BARIŞIN TOPLUMSALLAŞTIRILMASI İHTİYACI
Barış mücadelesinin sahiplenilmesinin ve toplumsallaştırılmasının mümkün olduğunu söyleyen Ayla Akat Ata, “Barışın emekçisi olmak ağır bir sorumluluktur. Her şeyden önce Sırrı Bey herhangi bir insan değil, İmralı Heyeti’nin üyesi. 2013 yılından beri bu heyetin üyesi olarak almış olduğu çok ağır bir sorumluluk var. Ve o yükü kaldırdığınızda doğal olarak o yükü nasıl taşıdığınız, nerede tökezlediğiniz, nerede yürüdüğünüz, koştuğunuz, emeklediğiniz her süreçte bir değerlendirme konusu olmuştur. Bugün Diyarbakır’dan Batman’a, Batman’dan Van’a, Van’dan Şırnak’a kadar kime mikrofon uzatırsanız Sırrı Bey hakkında söyleyeceği bir söz vardır; İnsanların, halkın, gençlerin yüreğine dokundu. Bizler yorumumuzla, iddiamızla, hatamızla, sevincimiz, üzüntümüzle var olan insanlarız. Her şeyden önce insanız, Sırrı Bey de bu kimlikle insanların yüreğine dokundu ve herkesin üzerine söz söyleyebildiği, yaşadığı kaybı anlamlandırabildiği ve bunu ortaya koyabildiği bir kimlik oldu. Onun geriye bırakmış olduğu bir miras var; Kürdistan toplumu açısından bu mirasın layıkıyla taşınacağını düşünüyorum. Türkiye toplumu açısından bir bütün değerlendirdiğimizde bu 18 günlük hastane süreci gösterdi, istenirse bu miras Türkiye toplumu tarafından da layıkıyla karşılanabilir, kaldırılabilir sahiplenilebilir, toplumsallaştırılabilir” diye konuştu.
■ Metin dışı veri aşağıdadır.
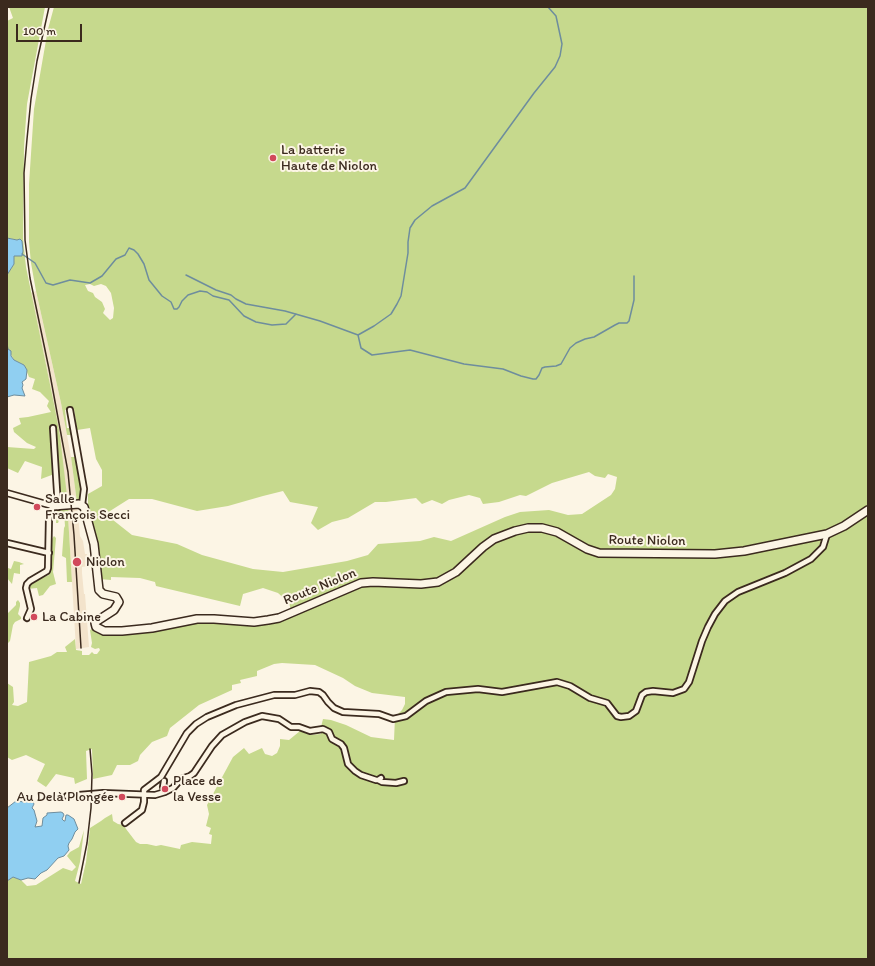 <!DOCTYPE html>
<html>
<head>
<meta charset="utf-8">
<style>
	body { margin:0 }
	#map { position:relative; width:875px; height:966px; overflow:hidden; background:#fcf5e5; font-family:Itim,sans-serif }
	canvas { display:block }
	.frame { position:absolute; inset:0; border:8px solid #3b2a1e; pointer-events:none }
	.scale { position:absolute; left:16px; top:24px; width:66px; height:18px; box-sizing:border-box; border:2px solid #3b2a1e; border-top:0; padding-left:5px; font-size:12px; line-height:14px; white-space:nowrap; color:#3b2a1e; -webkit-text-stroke:3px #fcf5e5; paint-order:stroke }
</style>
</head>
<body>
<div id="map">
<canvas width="875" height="966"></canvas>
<div class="frame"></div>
<div class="scale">100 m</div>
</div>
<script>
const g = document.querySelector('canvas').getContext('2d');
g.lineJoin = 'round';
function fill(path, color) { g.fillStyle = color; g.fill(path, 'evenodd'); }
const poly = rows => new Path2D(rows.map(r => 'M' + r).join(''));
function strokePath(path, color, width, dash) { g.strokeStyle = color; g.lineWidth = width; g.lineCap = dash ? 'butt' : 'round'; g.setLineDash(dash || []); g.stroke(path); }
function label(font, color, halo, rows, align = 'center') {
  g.font = font + ' Itim,sans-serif'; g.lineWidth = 4; g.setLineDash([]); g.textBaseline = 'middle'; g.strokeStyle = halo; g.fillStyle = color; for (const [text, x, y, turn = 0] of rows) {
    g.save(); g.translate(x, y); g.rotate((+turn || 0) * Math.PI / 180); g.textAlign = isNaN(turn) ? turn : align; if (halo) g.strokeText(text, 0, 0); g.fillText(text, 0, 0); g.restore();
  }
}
const built = poly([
	[36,291,61,403,71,457,77,503,68,504,54,404,31,293],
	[77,506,80,536,83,541,85,554,87,554,88,558,88,566,82,567,82,573,84,594,85,594,89,647,76,649,68,516,69,514,68,507]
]);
const green = poly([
	[9,7,45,7,27,104,24,147,23,239,26,267,54,404,60,436,68,504,59,505,57,473,41,479,42,467,25,461,18,473,7,468,7,447,34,449,36,447,27,443,14,432,13,428,21,424,19,418,28,417,51,412,47,406,49,401,40,392,32,389,35,379,29,377,24,365,14,360,8,349,7,343,7,275,14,264,14,256,23,251,22,244,17,240,7,238,7,21,13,18],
	[54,7,868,7,868,959,7,959,7,881,13,877,21,880,27,886,36,885,63,868,72,871,76,867,67,856,70,852,79,847,84,830,80,862,75,881,81,884,86,862,90,828,101,821,105,818,112,814,113,821,118,824,123,825,136,842,140,844,147,844,156,846,161,845,180,849,181,845,192,842,211,844,212,835,209,834,211,828,206,826,209,814,207,805,233,757,244,748,249,754,262,748,265,754,272,756,277,753,280,746,280,739,289,740,300,731,310,735,321,734,321,727,323,719,331,720,346,725,371,737,394,740,395,717,402,710,405,704,405,697,372,693,355,686,343,678,315,665,282,663,274,664,257,671,257,676,240,680,241,683,232,685,232,690,199,705,170,728,167,736,152,742,140,755,138,761,130,765,117,765,112,775,93,779,92,749,86,751,87,779,75,784,74,778,56,774,46,787,37,781,45,764,26,755,12,760,7,757,7,683,13,687,14,702,12,705,18,706,27,702,29,662,51,656,57,652,67,652,65,647,75,639,76,650,82,651,82,655,89,655,92,652,94,654,97,654,100,650,99,648,95,649,91,647,92,643,90,630,92,629,99,634,140,633,195,622,226,623,292,614,289,603,278,593,263,588,243,594,240,606,156,586,155,582,140,578,111,577,111,580,99,579,94,533,88,508,88,494,102,486,102,470,96,459,90,428,77,430,74,409,65,410,67,428,70,428,71,435,67,435,61,403,36,291,31,263,29,242,29,184,34,109,48,29],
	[90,284,94,286,101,284,106,286,111,293,114,308,113,318,110,320,103,313,105,309,102,302,95,297,93,293,88,291,85,285],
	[589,472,595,476,605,478,608,474,617,477,615,489,611,495,582,514,568,515,549,510,520,512,505,517,451,541,434,537,420,541,378,544,368,555,347,561,283,572,253,569,202,555,177,544,132,535,113,520,110,511,129,499,152,499,197,511,228,506,263,496,283,491,290,502,318,507,311,523,318,530,332,522,348,518,375,502,386,502,416,498,422,504,432,500,442,504,449,500,469,495,480,498,483,504,499,502,520,495,526,496,552,483],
	[71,457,76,457,80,484,82,489,82,497,79,502,77,503],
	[68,507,69,514,68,516,72,582,67,582,66,558,62,556,64,528,65,526,64,512,62,512,58,523,56,523,57,508],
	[54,536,56,538,53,572,56,584,50,586,43,595,39,596,37,588,27,589,30,584,34,581,49,575,52,539],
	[14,561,19,562,24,564,20,565,20,574,14,573,12,584,7,578,7,570,8,568,11,569],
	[18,600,20,603,20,606,18,614,21,617,21,619,15,622,13,625,10,641,7,644,7,614,16,605,16,602]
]);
const water = poly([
	[7,238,17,240,20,239,22,241,23,251,22,256,14,256,14,264,7,275,7,238],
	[7,343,8,349,11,351,11,356,14,360,24,365,27,370,26,379,22,382,23,385,22,388,25,396,14,395,7,397,7,343],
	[27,795,31,797,34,804,32,808,34,810,37,821,35,827,42,826,43,818,47,815,47,813,61,812,63,813,64,815,62,819,64,821,65,821,66,815,68,815,74,819,78,829,75,832,72,839,69,843,68,846,69,850,64,856,58,858,47,870,41,873,35,879,28,878,21,880,13,877,7,881,7,808,16,801,25,802,25,800,22,798,27,795]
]);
const stream = poly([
	[22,254,35,263,46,283,53,285,70,280,90,283,102,276,116,259,125,255,129,248,134,250,138,254,144,264,149,280,162,296,171,302,174,309,177,309,179,307,182,301,188,295,200,291,207,292,213,296,229,300,244,316,256,322,272,325,286,324,296,314],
	[186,275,216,290,231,295,236,299,246,304,285,311,320,321,358,335,361,348,372,355,410,350,464,364,503,369,521,376,533,379,536,379,539,375,542,368,545,367,556,366,561,364,570,348,576,343,585,339,594,337,615,325,619,323,627,323,629,321,634,300,634,276],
	[358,335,374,326,391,314,397,304,401,296,408,253,408,242,410,228,415,220,432,206,465,188,534,93,555,67,560,56,562,44,556,16,548,7]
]);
const street = poly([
	[70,410,84,489,82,505],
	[53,428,58,507],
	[7,493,53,506,51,511,49,518,48,568,47,571,30,581,27,584,26,588,31,609,27,618],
	[7,543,49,553],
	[378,780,382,782,396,783,404,781],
	[164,781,163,787,165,792],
	[67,796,103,793,155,795,165,792,173,788,181,779,190,776,194,773,212,746,222,735,245,722,262,716,279,719,291,727,299,727,310,731,323,729,329,732,332,739,341,744,344,748,348,764,355,771,361,775,376,780,378,780,381,778],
	[125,823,142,810,144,802,144,790,161,777,187,733,196,724,207,717,236,705,274,695,295,695,310,691,319,692,323,695,328,702,334,708,343,712,379,714,393,719,406,716,426,701,446,692,478,689,502,692,557,682,570,686,590,698,607,703,617,716,621,717,629,716,636,711,642,695,646,692,653,691,673,693,684,689,689,682,702,641,708,627,715,614,725,601,738,592,785,573,811,559,823,547,827,534]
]);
const secondary = poly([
	[53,506,79,504,84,507,94,544,99,590,103,594,116,597,119,602,114,610,97,621,95,623,96,627,104,631,122,631,152,628,197,619,214,619,254,622,268,620,279,618,361,583,373,582,421,584,438,582,456,572,483,547,494,539,515,531,528,528,542,528,557,532,587,549,599,553,715,554,744,551,827,534,844,526,868,510]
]);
const rail = poly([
	[49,7,37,61,31,99,27,139,24,173,25,240,30,278,49,369,68,472,74,535,81,648],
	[79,883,87,843,91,808,92,774,90,749]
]);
const markers = [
	[273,158,4,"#d1495b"],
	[37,507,4,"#d1495b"],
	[77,562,5,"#d1495b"],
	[34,617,4,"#d1495b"],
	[165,789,4,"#d1495b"],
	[122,797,4,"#d1495b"]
];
const poiNames = [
	["La batterie",281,150],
	["Haute de Niolon",281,166],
	["Salle",45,499],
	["François Secci",45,515],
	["Niolon",86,562],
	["La Cabine",42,617],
	["Place de",173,781],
	["la Vesse",173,797],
	["Au Delà Plongée",114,797,"right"]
];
const streetNames = [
	["Route Niolon",647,541,1],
	["Route Niolon",320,587,-22]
];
fill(built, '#f3e3cb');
fill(green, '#c6d98d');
fill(water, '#90cff1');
strokePath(water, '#6e8d9d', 1);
strokePath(stream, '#6e8d9d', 1.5);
strokePath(street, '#3b2a1e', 8);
strokePath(secondary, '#3b2a1e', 10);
strokePath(street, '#fcf5e5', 4.5);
strokePath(secondary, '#fcf5e5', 7);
strokePath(rail, '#3b2a1e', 1.5);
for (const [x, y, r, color] of markers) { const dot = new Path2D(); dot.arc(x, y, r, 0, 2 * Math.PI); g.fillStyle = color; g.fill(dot); strokePath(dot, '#fcf5e5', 1.5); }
label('14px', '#3b2a1e', '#fcf5e5', poiNames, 'left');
label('14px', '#3b2a1e', '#fcf5e5', streetNames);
</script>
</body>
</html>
‘BARIŞ İÇİN RİSK ALACAĞIZ’
Barış mücadelesini her koşulda devam ettireceklerini söyleyen Ayla Akat Ata, Türkiye toplumunun barış için sorumluluk alması gerektiğine işaret etti. Ayla Akat Ata, “Dünyanın birçok coğrafyasında yaşamsallaşmış, Sırrı Bey buna inandığı için emek harcadı. Çağrım, Türkiye toplumunun tüm bileşenlerinedir; bu bir miras aynı zamanda bir vasiyet. Bunu gerçekleştirmek için risk alacağız, bedel ödemeye hazır olacağız, duyguda ortaklaşacağız ve başaracağız hep beraber” ifadelerini kullandı.